Gareth Jones’ work often draws on his experience of growing up in Milton Keynes, which was designed and built as one of the post-war ‘new cities’ to remove overcrowding and slum housing from London. Jones describes the city as ‘the most ambitious social project of its kind in the UK, a benchmark for Modernist architecture, progressive town planning and the radical ideals of the 1960s and 1970s’ and his artworks test the political ideas underlying these utopia plans and how this is displayed in materials, architecture and advertising.

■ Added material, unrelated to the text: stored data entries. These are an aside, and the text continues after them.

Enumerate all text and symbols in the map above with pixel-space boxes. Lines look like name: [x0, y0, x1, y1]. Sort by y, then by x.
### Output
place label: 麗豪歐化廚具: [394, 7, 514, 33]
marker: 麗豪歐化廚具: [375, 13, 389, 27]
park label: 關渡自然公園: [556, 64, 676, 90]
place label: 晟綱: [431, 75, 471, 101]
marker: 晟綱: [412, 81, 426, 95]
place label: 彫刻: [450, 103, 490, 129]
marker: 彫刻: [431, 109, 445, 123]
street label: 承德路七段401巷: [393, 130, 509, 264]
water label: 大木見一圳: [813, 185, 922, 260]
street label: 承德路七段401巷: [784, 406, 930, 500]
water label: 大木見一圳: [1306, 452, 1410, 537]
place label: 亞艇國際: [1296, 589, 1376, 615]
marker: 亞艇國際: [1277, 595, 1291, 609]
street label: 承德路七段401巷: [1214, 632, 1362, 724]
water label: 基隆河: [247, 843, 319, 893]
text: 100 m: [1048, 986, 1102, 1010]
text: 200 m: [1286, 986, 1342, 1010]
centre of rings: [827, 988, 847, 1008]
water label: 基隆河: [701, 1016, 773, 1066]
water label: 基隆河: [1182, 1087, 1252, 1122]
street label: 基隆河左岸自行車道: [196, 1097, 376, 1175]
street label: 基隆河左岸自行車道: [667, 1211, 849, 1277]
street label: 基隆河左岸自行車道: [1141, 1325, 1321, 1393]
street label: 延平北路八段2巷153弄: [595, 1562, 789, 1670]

New City is a digital artwork developed from an extended period of research in Milton Keynes. The artwork uses a sequence of original publicity photographs created to sell the new city to its future citizens and documents of the Modernist architecture. The selection of photographs has been guided by the artist’s memory and is arranged in fluid sequences that re-create the environment of Milton Keynes in the 1970s. Jones’ visual essay is organised into themes including of ‘City as Playground’, looking at the architecture of leisure and ‘Homes for Milton Keynes’ reflecting on one of the founding ideals of the new city: ‘opportunity and freedom of choice’ as well as passages which refer to parallels with art history such as the Italian Surrealist painter Giorgio de Chirico and 17th century Dutch landscape painting.